### Dataset entries

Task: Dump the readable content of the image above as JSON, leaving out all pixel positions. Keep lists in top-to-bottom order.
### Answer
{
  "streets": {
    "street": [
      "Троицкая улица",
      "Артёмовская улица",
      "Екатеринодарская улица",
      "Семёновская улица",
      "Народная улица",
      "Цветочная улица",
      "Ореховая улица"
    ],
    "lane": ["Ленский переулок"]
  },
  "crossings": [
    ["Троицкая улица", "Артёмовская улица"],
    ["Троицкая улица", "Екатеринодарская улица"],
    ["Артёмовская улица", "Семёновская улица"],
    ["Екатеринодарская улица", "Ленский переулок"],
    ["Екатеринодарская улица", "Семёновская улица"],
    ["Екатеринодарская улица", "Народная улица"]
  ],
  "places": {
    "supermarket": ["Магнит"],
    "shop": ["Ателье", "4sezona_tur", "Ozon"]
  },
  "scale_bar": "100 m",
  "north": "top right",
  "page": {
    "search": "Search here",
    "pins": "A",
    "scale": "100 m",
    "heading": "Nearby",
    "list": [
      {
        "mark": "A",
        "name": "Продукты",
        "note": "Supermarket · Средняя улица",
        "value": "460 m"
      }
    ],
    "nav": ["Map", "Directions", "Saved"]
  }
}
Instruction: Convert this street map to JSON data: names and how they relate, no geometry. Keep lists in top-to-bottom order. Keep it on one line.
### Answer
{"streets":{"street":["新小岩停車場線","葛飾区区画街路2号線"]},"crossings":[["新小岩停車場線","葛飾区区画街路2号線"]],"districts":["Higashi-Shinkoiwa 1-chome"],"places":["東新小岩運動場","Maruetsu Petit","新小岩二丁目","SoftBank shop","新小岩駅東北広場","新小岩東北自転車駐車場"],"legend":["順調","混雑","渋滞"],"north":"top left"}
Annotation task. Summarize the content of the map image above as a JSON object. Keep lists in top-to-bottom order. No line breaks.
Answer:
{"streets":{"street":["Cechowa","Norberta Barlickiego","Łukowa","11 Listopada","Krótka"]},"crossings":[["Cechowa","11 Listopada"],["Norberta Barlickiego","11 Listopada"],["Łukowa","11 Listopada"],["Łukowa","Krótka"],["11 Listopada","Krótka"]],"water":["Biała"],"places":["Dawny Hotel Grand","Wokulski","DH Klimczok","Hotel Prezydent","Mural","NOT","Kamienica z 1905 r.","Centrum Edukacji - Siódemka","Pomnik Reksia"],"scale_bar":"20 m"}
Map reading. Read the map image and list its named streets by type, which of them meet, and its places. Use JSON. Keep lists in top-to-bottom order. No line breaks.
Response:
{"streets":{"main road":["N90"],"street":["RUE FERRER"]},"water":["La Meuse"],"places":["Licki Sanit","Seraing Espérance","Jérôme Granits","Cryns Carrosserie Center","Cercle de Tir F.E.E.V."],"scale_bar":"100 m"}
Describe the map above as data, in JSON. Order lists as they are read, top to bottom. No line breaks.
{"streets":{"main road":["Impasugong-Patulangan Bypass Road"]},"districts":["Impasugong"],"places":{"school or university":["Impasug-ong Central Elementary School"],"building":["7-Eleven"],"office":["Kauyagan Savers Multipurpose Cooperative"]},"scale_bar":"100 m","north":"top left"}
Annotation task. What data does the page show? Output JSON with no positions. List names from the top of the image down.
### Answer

### Aim of the task
Give back all of the records exactly as they were provided above.

### Result of the exercise
Task: Dump the readable content of the image above as JSON, leaving out all pixel positions. Keep lists in top-to-bottom order.
### Answer
{
  "streets": {
    "street": [
      "Троицкая улица",
      "Артёмовская улица",
      "Екатеринодарская улица",
      "Семёновская улица",
      "Народная улица",
      "Цветочная улица",
      "Ореховая улица"
    ],
    "lane": ["Ленский переулок"]
  },
  "crossings": [
    ["Троицкая улица", "Артёмовская улица"],
    ["Троицкая улица", "Екатеринодарская улица"],
    ["Артёмовская улица", "Семёновская улица"],
    ["Екатеринодарская улица", "Ленский переулок"],
    ["Екатеринодарская улица", "Семёновская улица"],
    ["Екатеринодарская улица", "Народная улица"]
  ],
  "places": {
    "supermarket": ["Магнит"],
    "shop": ["Ателье", "4sezona_tur", "Ozon"]
  },
  "scale_bar": "100 m",
  "north": "top right",
  "page": {
    "search": "Search here",
    "pins": "A",
    "scale": "100 m",
    "heading": "Nearby",
    "list": [
      {
        "mark": "A",
        "name": "Продукты",
        "note": "Supermarket · Средняя улица",
        "value": "460 m"
      }
    ],
    "nav": ["Map", "Directions", "Saved"]
  }
}
Instruction: Convert this street map to JSON data: names and how they relate, no geometry. Keep lists in top-to-bottom order. Keep it on one line.
### Answer
{"streets":{"street":["新小岩停車場線","葛飾区区画街路2号線"]},"crossings":[["新小岩停車場線","葛飾区区画街路2号線"]],"districts":["Higashi-Shinkoiwa 1-chome"],"places":["東新小岩運動場","Maruetsu Petit","新小岩二丁目","SoftBank shop","新小岩駅東北広場","新小岩東北自転車駐車場"],"legend":["順調","混雑","渋滞"],"north":"top left"}
Annotation task. Summarize the content of the map image above as a JSON object. Keep lists in top-to-bottom order. No line breaks.
Answer:
{"streets":{"street":["Cechowa","Norberta Barlickiego","Łukowa","11 Listopada","Krótka"]},"crossings":[["Cechowa","11 Listopada"],["Norberta Barlickiego","11 Listopada"],["Łukowa","11 Listopada"],["Łukowa","Krótka"],["11 Listopada","Krótka"]],"water":["Biała"],"places":["Dawny Hotel Grand","Wokulski","DH Klimczok","Hotel Prezydent","Mural","NOT","Kamienica z 1905 r.","Centrum Edukacji - Siódemka","Pomnik Reksia"],"scale_bar":"20 m"}
Map reading. Read the map image and list its named streets by type, which of them meet, and its places. Use JSON. Keep lists in top-to-bottom order. No line breaks.
Response:
{"streets":{"main road":["N90"],"street":["RUE FERRER"]},"water":["La Meuse"],"places":["Licki Sanit","Seraing Espérance","Jérôme Granits","Cryns Carrosserie Center","Cercle de Tir F.E.E.V."],"scale_bar":"100 m"}
Describe the map above as data, in JSON. Order lists as they are read, top to bottom. No line breaks.
{"streets":{"main road":["Impasugong-Patulangan Bypass Road"]},"districts":["Impasugong"],"places":{"school or university":["Impasug-ong Central Elementary School"],"building":["7-Eleven"],"office":["Kauyagan Savers Multipurpose Cooperative"]},"scale_bar":"100 m","north":"top left"}
Annotation task. What data does the page show? Output JSON with no positions. List names from the top of the image down.
### Answer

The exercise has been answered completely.